Starting at the line that has "2051px,1265px 2061px,1265px 2170px,1200px" and stopping after the line that has "2333px,712px 2423px,664px 2473px,570px", reproduce the listing below exactly; omit everything else.
Content starts
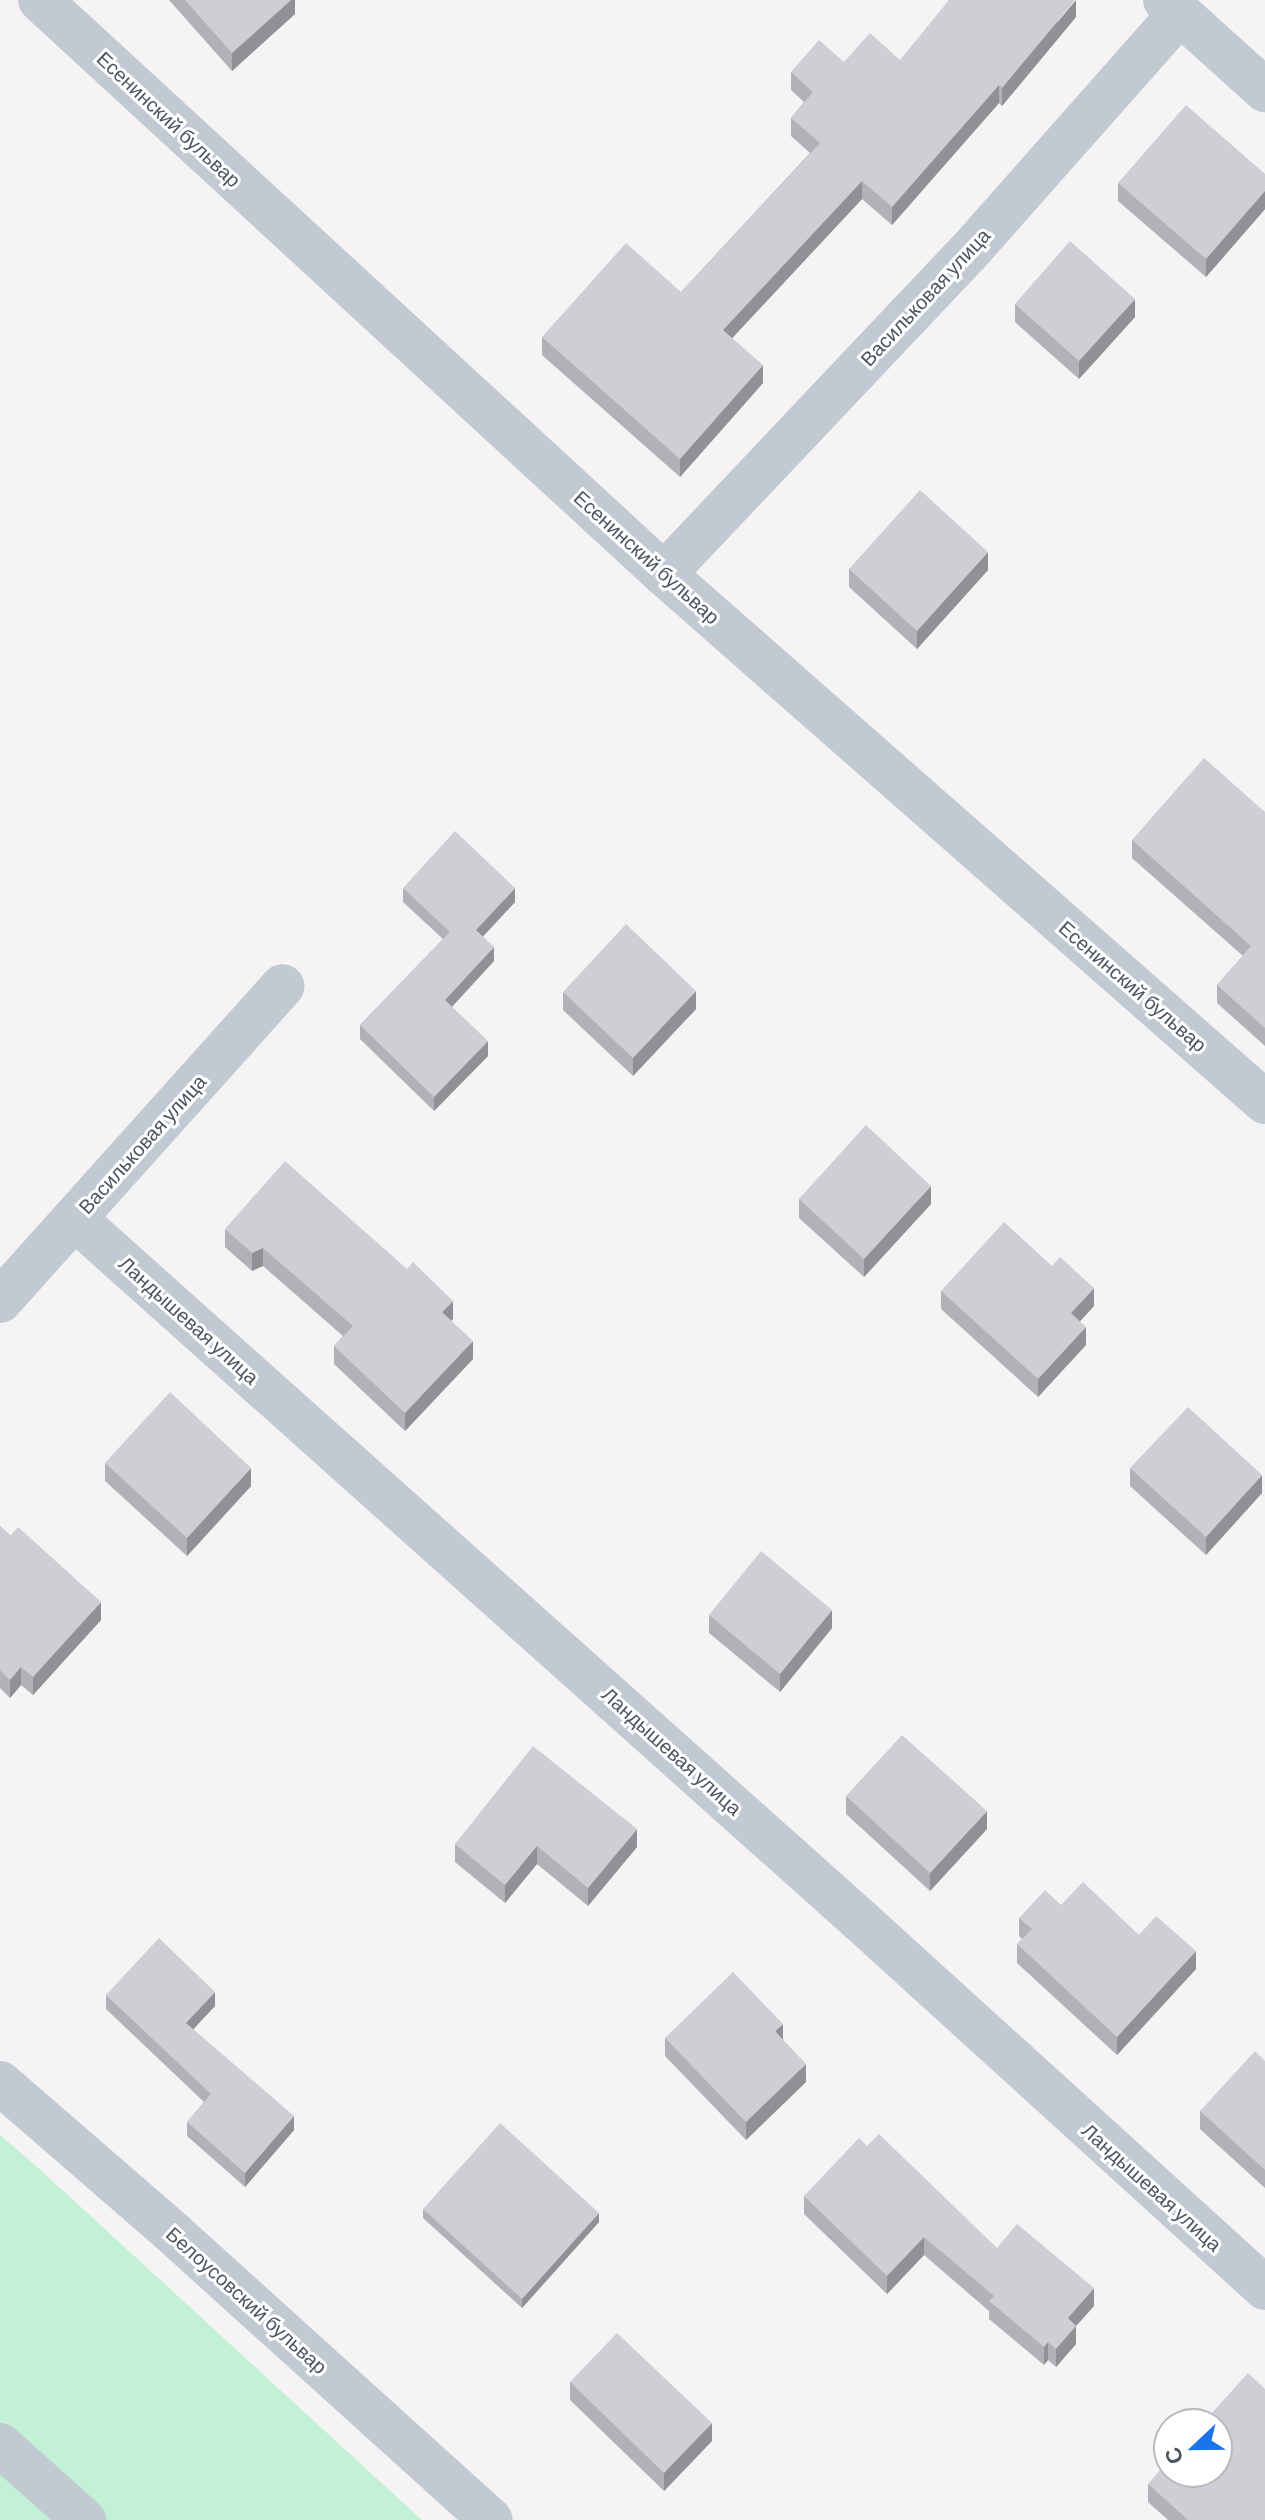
<!DOCTYPE html>
<meta charset="utf-8">
<style>
body{margin:0}
#map{position:relative;width:1265px;height:2520px;overflow:hidden;background:#f5f3f3;font-family:Barlow,sans-serif}
div>[style]{position:absolute}
[style*='--x']{left:calc(var(--x)*1px);top:calc(var(--y)*1px);width:calc(var(--w)*1px);rotate:calc(var(--a)*1deg)}
.green>*{inset:0;background:#c3f1d5}
.minor>*{height:44px;margin:-22px;padding:0 22px;transform-origin:22px;border-radius:22px;background:#c1cad2}
.wall>*{inset:0;background:#b0b2b7}
.shaded-wall>*{inset:0;background:#909195}
.building>*{inset:0;background:#cdcfd5}
span{translate:-50% -50%;white-space:nowrap;text-align:center;line-height:1.15;-webkit-text-stroke:6px #fff;paint-order:stroke}
.street-label{font-size:20px;color:#4a5661}
.north{position:absolute;left:1153px;top:2408px;width:80px;height:80px;box-sizing:border-box;background:#fff;border:2px solid #b7bbc0;border-radius:50%;rotate:248deg;font-size:22px;font-weight:700;line-height:32px;text-align:center;color:#4a5661}
.north::after{content:'';display:block;margin:auto;width:28px;height:36px;background:#1a73e8;clip-path:polygon(50% 0,100% 100%,50% 72%,0 100%)}
</style>
<div id="map">
<div class="green">
<div style="clip-path:polygon(0 2135px,35px 2165px,422px 2520px,0 2520px)"></div>
</div>
<div class="minor">
<div style="--x:40;--y:0;--w:848;--a:42.61"></div>
<div style="--x:664;--y:574;--w:800;--a:41.3"></div>
<div style="--x:1165;--y:0;--w:135;--a:42"></div>
<div style="--x:664;--y:574;--w:441;--a:-46.6"></div>
<div style="--x:967;--y:254;--w:320;--a:-48.5"></div>
<div style="--x:75;--y:1219;--w:1054;--a:41.77"></div>
<div style="--x:861;--y:1921;--w:546;--a:42.25"></div>
<div style="--x:0;--y:1301;--w:423;--a:-48.1"></div>
<div style="--x:0;--y:2083;--w:229;--a:40.9"></div>
<div style="--x:173;--y:2233;--w:428;--a:42.1"></div>
<div style="--x:0;--y:2445;--w:113;--a:41.8"></div>
</div>
<div class="wall">
<div style="clip-path:polygon(169px 0,295px 0,295px 14px,232px 71px)"></div>
<div style="clip-path:polygon(1076px 17px,1002px 106px,999px 103px,892px 225px,862px 199px,732px 338px,763px 383px,680px 477px,542px 355px,542px 337px,681px 292px,810px 153px,791px 136px,791px 118px,804px 102px,791px 90px,791px 72px,844px 62px,900px 60px)"></div>
<div style="clip-path:polygon(1265px 174px,1265px 209px,1206px 277px,1118px 201px,1118px 183px)"></div>
<div style="clip-path:polygon(1015px 304px,1135px 317px,1079px 379px,1015px 322px)"></div>
<div style="clip-path:polygon(849px 569px,988px 570px,917px 649px,849px 587px)"></div>
<div style="clip-path:polygon(1265px 812px,1265px 1046px,1217px 1003px,1217px 985px,1243px 956px,1132px 858px,1132px 840px)"></div>
<div style="clip-path:polygon(403px 888px,515px 902px,483px 936px,494px 961px,452px 1007px,488px 1056px,434px 1111px,360px 1039px,360px 1025px,443px 939px,403px 902px)"></div>
<div style="clip-path:polygon(563px 992px,696px 1009px,633px 1076px,563px 1010px)"></div>
<div style="clip-path:polygon(799px 1199px,931px 1204px,864px 1277px,799px 1218px)"></div>
<div style="clip-path:polygon(225px 1229px,453px 1319px,451px 1321px,473px 1359px,405px 1431px,334px 1364px,334px 1346px,343px 1336px,263px 1266px,252px 1271px,225px 1247px)"></div>
<div style="clip-path:polygon(941px 1291px,1094px 1306px,1080px 1321px,1086px 1345px,1038px 1397px,941px 1309px)"></div>
<div style="clip-path:polygon(105px 1463px,251px 1486px,187px 1556px,105px 1481px)"></div>
<div style="clip-path:polygon(1130px 1468px,1262px 1493px,1206px 1555px,1130px 1486px)"></div>
<div style="clip-path:polygon(0 1526px,101px 1620px,33px 1695px,21px 1685px,10px 1698px,0 1688px)"></div>
<div style="clip-path:polygon(709px 1615px,832px 1628px,780px 1692px,709px 1633px)"></div>
<div style="clip-path:polygon(846px 1796px,987px 1829px,930px 1891px,846px 1814px)"></div>
<div style="clip-path:polygon(455px 1844px,637px 1847px,588px 1906px,537px 1864px,505px 1903px,455px 1862px)"></div>
<div style="clip-path:polygon(1061px 1905px,1139px 1935px,1196px 1969px,1117px 2055px,1017px 1963px,1017px 1944px,1022px 1939px,1019px 1936px,1019px 1918px)"></div>
<div style="clip-path:polygon(106px 1995px,215px 2006px,193px 2029px,294px 2130px,245px 2187px,187px 2136px,187px 2122px,204px 2102px,106px 2009px)"></div>
<div style="clip-path:polygon(665px 2038px,783px 2039px,806px 2082px,746px 2140px,665px 2056px)"></div>
<div style="clip-path:polygon(1265px 2061px,1265px 2188px,1200px 2129px,1200px 2111px)"></div>
<div style="clip-path:polygon(867px 2146px,997px 2248px,1094px 2306px,1076px 2326px,1076px 2344px,1056px 2367px,1048px 2360px,1044px 2365px,989px 2319px,989px 2311px,924px 2255px,887px 2294px,804px 2214px,804px 2196px)"></div>
<div style="clip-path:polygon(423px 2209px,599px 2222px,522px 2308px,423px 2218px)"></div>
<div style="clip-path:polygon(570px 2382px,712px 2441px,664px 2491px,570px 2400px)"></div>
<div style="clip-path:polygon(1148px 2484px,1265px 2520px,1168px 2520px,1148px 2502px)"></div>
</div>
<div class="shaded-wall">
<div style="clip-path:polygon(291px 0,295px 0,295px 14px,232px 71px,232px 53px)"></div>
<div style="clip-path:polygon(1076px 0,1076px 17px,1002px 106px,1002px 88px)"></div>
<div style="clip-path:polygon(999px 85px,999px 103px,892px 225px,892px 207px)"></div>
<div style="clip-path:polygon(862px 181px,862px 199px,723px 348px,723px 330px)"></div>
<div style="clip-path:polygon(1265px 191px,1265px 209px,1206px 277px,1206px 259px)"></div>
<div style="clip-path:polygon(1135px 299px,1135px 317px,1079px 379px,1079px 361px)"></div>
<div style="clip-path:polygon(763px 365px,763px 383px,680px 477px,680px 459px)"></div>
<div style="clip-path:polygon(988px 552px,988px 570px,917px 649px,917px 631px)"></div>
<div style="clip-path:polygon(515px 888px,515px 902px,476px 944px,476px 930px)"></div>
<div style="clip-path:polygon(494px 947px,494px 961px,445px 1014px,445px 1000px)"></div>
<div style="clip-path:polygon(696px 991px,696px 1009px,633px 1076px,633px 1058px)"></div>
<div style="clip-path:polygon(488px 1041px,488px 1056px,434px 1111px,434px 1097px)"></div>
<div style="clip-path:polygon(931px 1186px,931px 1204px,864px 1277px,864px 1259px)"></div>
<div style="clip-path:polygon(263px 1248px,263px 1266px,252px 1271px,252px 1253px)"></div>
<div style="clip-path:polygon(1094px 1288px,1094px 1306px,1071px 1331px,1071px 1313px)"></div>
<div style="clip-path:polygon(453px 1301px,453px 1319px,442px 1330px,442px 1312px)"></div>
<div style="clip-path:polygon(1086px 1327px,1086px 1345px,1038px 1397px,1038px 1379px)"></div>
<div style="clip-path:polygon(473px 1341px,473px 1359px,405px 1431px,405px 1413px)"></div>
<div style="clip-path:polygon(251px 1468px,251px 1486px,187px 1556px,187px 1538px)"></div>
<div style="clip-path:polygon(1262px 1475px,1262px 1493px,1206px 1555px,1206px 1537px)"></div>
<div style="clip-path:polygon(101px 1602px,101px 1620px,33px 1695px,33px 1677px)"></div>
<div style="clip-path:polygon(832px 1610px,832px 1628px,780px 1692px,780px 1674px)"></div>
<div style="clip-path:polygon(21px 1667px,21px 1685px,10px 1698px,10px 1680px)"></div>
<div style="clip-path:polygon(987px 1811px,987px 1829px,930px 1891px,930px 1873px)"></div>
<div style="clip-path:polygon(637px 1829px,637px 1847px,588px 1906px,588px 1888px)"></div>
<div style="clip-path:polygon(537px 1846px,537px 1864px,505px 1903px,505px 1885px)"></div>
<div style="clip-path:polygon(1196px 1951px,1196px 1969px,1117px 2055px,1117px 2037px)"></div>
<div style="clip-path:polygon(215px 1992px,215px 2006px,186px 2037px,186px 2023px)"></div>
<div style="clip-path:polygon(783px 2024px,783px 2042px,775px 2031px)"></div>
<div style="clip-path:polygon(806px 2064px,806px 2082px,746px 2140px,746px 2122px)"></div>
<div style="clip-path:polygon(294px 2116px,294px 2130px,245px 2187px,245px 2173px)"></div>
<div style="clip-path:polygon(599px 2213px,599px 2222px,522px 2308px,522px 2299px)"></div>
<div style="clip-path:polygon(924px 2237px,924px 2255px,887px 2294px,887px 2276px)"></div>
<div style="clip-path:polygon(1094px 2288px,1094px 2306px,1076px 2326px,1076px 2344px,1056px 2367px,1056px 2349px,1068px 2318px)"></div>
<div style="clip-path:polygon(1048px 2342px,1048px 2360px,1044px 2365px,1044px 2347px)"></div>
<div style="clip-path:polygon(712px 2423px,712px 2441px,664px 2491px,664px 2473px)"></div>
</div>
<div class="building">
<div style="clip-path:polygon(185px 0,291px 0,232px 53px)"></div>
<div style="clip-path:polygon(949px 0,1075px 0,1002px 88px,999px 85px,892px 207px,862px 181px,723px 330px,763px 365px,680px 459px,542px 337px,626px 243px,681px 292px,820px 143px,791px 118px,813px 92px,791px 72px,819px 40px,844px 62px,870px 33px,900px 60px)"></div>
<div style="clip-path:polygon(1186px 105px,1265px 174px,1265px 191px,1206px 259px,1118px 183px)"></div>
<div style="clip-path:polygon(1070px 241px,1135px 299px,1079px 361px,1015px 304px)"></div>
<div style="clip-path:polygon(920px 490px,988px 552px,917px 631px,849px 569px)"></div>
<div style="clip-path:polygon(1204px 758px,1265px 812px,1265px 1028px,1217px 985px,1251px 946px,1132px 840px)"></div>
<div style="clip-path:polygon(455px 831px,515px 888px,476px 930px,494px 947px,445px 1000px,488px 1041px,434px 1097px,360px 1025px,450px 932px,403px 888px)"></div>
<div style="clip-path:polygon(626px 924px,696px 991px,633px 1058px,563px 992px)"></div>
<div style="clip-path:polygon(866px 1125px,931px 1186px,864px 1259px,799px 1199px)"></div>
<div style="clip-path:polygon(285px 1161px,407px 1269px,413px 1262px,453px 1301px,442px 1312px,473px 1341px,405px 1413px,334px 1346px,353px 1326px,263px 1248px,252px 1253px,225px 1229px)"></div>
<div style="clip-path:polygon(1004px 1222px,1052px 1266px,1060px 1257px,1094px 1288px,1071px 1313px,1086px 1327px,1038px 1379px,941px 1291px)"></div>
<div style="clip-path:polygon(170px 1392px,251px 1468px,187px 1538px,105px 1463px)"></div>
<div style="clip-path:polygon(1188px 1407px,1262px 1475px,1206px 1537px,1130px 1468px)"></div>
<div style="clip-path:polygon(0 1526px,10px 1536px,18px 1527px,101px 1602px,33px 1677px,21px 1667px,10px 1680px,0 1670px)"></div>
<div style="clip-path:polygon(761px 1551px,832px 1610px,780px 1674px,709px 1615px)"></div>
<div style="clip-path:polygon(902px 1735px,987px 1811px,930px 1873px,846px 1796px)"></div>
<div style="clip-path:polygon(533px 1746px,637px 1829px,588px 1888px,537px 1846px,505px 1885px,455px 1844px)"></div>
<div style="clip-path:polygon(1083px 1882px,1139px 1935px,1156px 1916px,1196px 1951px,1117px 2037px,1017px 1944px,1032px 1929px,1019px 1918px,1045px 1890px,1061px 1905px)"></div>
<div style="clip-path:polygon(159px 1938px,215px 1992px,186px 2023px,294px 2116px,245px 2173px,187px 2122px,211px 2094px,106px 1995px)"></div>
<div style="clip-path:polygon(733px 1972px,783px 2024px,775px 2031px,806px 2064px,746px 2122px,665px 2038px)"></div>
<div style="clip-path:polygon(1255px 2051px,1265px 2061px,1265px 2170px,1200px 2111px)"></div>
<div style="clip-path:polygon(500px 2123px,599px 2213px,522px 2299px,423px 2209px)"></div>
<div style="clip-path:polygon(879px 2134px,997px 2248px,1017px 2224px,1094px 2288px,1068px 2318px,1076px 2326px,1056px 2349px,1048px 2342px,1044px 2347px,989px 2301px,994px 2296px,924px 2237px,887px 2276px,804px 2196px,859px 2138px,867px 2146px)"></div>
<div style="clip-path:polygon(617px 2333px,712px 2423px,664px 2473px,570px 2382px)"></div>
<div style="clip-path:polygon(1248px 2373px,1265px 2389px,1265px 2520px,1188px 2520px,1148px 2484px,1169px 2460px,1169px 2472px,1217px 2472px,1217px 2424px,1202px 2424px)"></div>
</div>
<div class="street-label">
<span style="left:169px;top:119px;rotate:43deg">Есенинский бульвар</span>
<span style="left:925px;top:297px;rotate:-47deg">Васильковая улица</span>
<span style="left:647px;top:557px;rotate:42deg">Есенинский бульвар</span>
<span style="left:1133px;top:986px;rotate:41deg">Есенинский бульвар</span>
<span style="left:142px;top:1144px;rotate:-48deg">Васильковая улица</span>
<span style="left:189px;top:1320px;rotate:42deg">Ландышевая улица</span>
<span style="left:672px;top:1751px;rotate:42deg">Ландышевая улица</span>
<span style="left:1152px;top:2187px;rotate:42deg">Ландышевая улица</span>
<span style="left:247px;top:2300px;rotate:42deg">Белоусовский бульвар</span>
</div>
<div class="north">С</div>
</div>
Content ends
_Your solution_:
<div style="clip-path:polygon(1255px 2051px,1265px 2061px,1265px 2170px,1200px 2111px)"></div>
<div style="clip-path:polygon(500px 2123px,599px 2213px,522px 2299px,423px 2209px)"></div>
<div style="clip-path:polygon(879px 2134px,997px 2248px,1017px 2224px,1094px 2288px,1068px 2318px,1076px 2326px,1056px 2349px,1048px 2342px,1044px 2347px,989px 2301px,994px 2296px,924px 2237px,887px 2276px,804px 2196px,859px 2138px,867px 2146px)"></div>
<div style="clip-path:polygon(617px 2333px,712px 2423px,664px 2473px,570px 2382px)"></div>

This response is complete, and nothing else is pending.